> **PROMPT**
Every record below must be set down again exactly as given.

[Stored dataset items]
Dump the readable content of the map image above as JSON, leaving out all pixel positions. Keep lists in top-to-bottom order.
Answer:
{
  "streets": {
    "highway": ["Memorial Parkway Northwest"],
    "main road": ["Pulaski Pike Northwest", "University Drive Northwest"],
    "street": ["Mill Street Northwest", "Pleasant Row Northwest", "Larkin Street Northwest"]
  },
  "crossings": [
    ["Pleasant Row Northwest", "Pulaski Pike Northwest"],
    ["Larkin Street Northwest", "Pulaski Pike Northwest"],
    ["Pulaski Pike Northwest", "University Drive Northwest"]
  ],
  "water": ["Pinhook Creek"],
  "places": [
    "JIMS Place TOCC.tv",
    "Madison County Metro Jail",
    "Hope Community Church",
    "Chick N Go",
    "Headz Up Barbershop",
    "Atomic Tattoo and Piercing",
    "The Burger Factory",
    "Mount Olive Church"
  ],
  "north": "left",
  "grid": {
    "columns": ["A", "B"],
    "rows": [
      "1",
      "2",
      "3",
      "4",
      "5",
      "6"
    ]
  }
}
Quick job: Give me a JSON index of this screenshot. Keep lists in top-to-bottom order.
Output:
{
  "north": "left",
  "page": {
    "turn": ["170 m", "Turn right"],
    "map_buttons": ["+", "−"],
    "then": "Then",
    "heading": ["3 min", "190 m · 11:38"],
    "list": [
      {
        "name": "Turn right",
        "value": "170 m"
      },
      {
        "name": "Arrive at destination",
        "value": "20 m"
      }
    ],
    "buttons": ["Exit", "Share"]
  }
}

> **YOUR RESPONSE**
Dump the readable content of the map image above as JSON, leaving out all pixel positions. Keep lists in top-to-bottom order.
Answer:
{
  "streets": {
    "highway": ["Memorial Parkway Northwest"],
    "main road": ["Pulaski Pike Northwest", "University Drive Northwest"],
    "street": ["Mill Street Northwest", "Pleasant Row Northwest", "Larkin Street Northwest"]
  },
  "crossings": [
    ["Pleasant Row Northwest", "Pulaski Pike Northwest"],
    ["Larkin Street Northwest", "Pulaski Pike Northwest"],
    ["Pulaski Pike Northwest", "University Drive Northwest"]
  ],
  "water": ["Pinhook Creek"],
  "places": [
    "JIMS Place TOCC.tv",
    "Madison County Metro Jail",
    "Hope Community Church",
    "Chick N Go",
    "Headz Up Barbershop",
    "Atomic Tattoo and Piercing",
    "The Burger Factory",
    "Mount Olive Church"
  ],
  "north": "left",
  "grid": {
    "columns": ["A", "B"],
    "rows": [
      "1",
      "2",
      "3",
      "4",
      "5",
      "6"
    ]
  }
}
Quick job: Give me a JSON index of this screenshot. Keep lists in top-to-bottom order.
Output:
{
  "north": "left",
  "page": {
    "turn": ["170 m", "Turn right"],
    "map_buttons": ["+", "−"],
    "then": "Then",
    "heading": ["3 min", "190 m · 11:38"],
    "list": [
      {
        "name": "Turn right",
        "value": "170 m"
      },
      {
        "name": "Arrive at destination",
        "value": "20 m"
      }
    ],
    "buttons": ["Exit", "Share"]
  }
}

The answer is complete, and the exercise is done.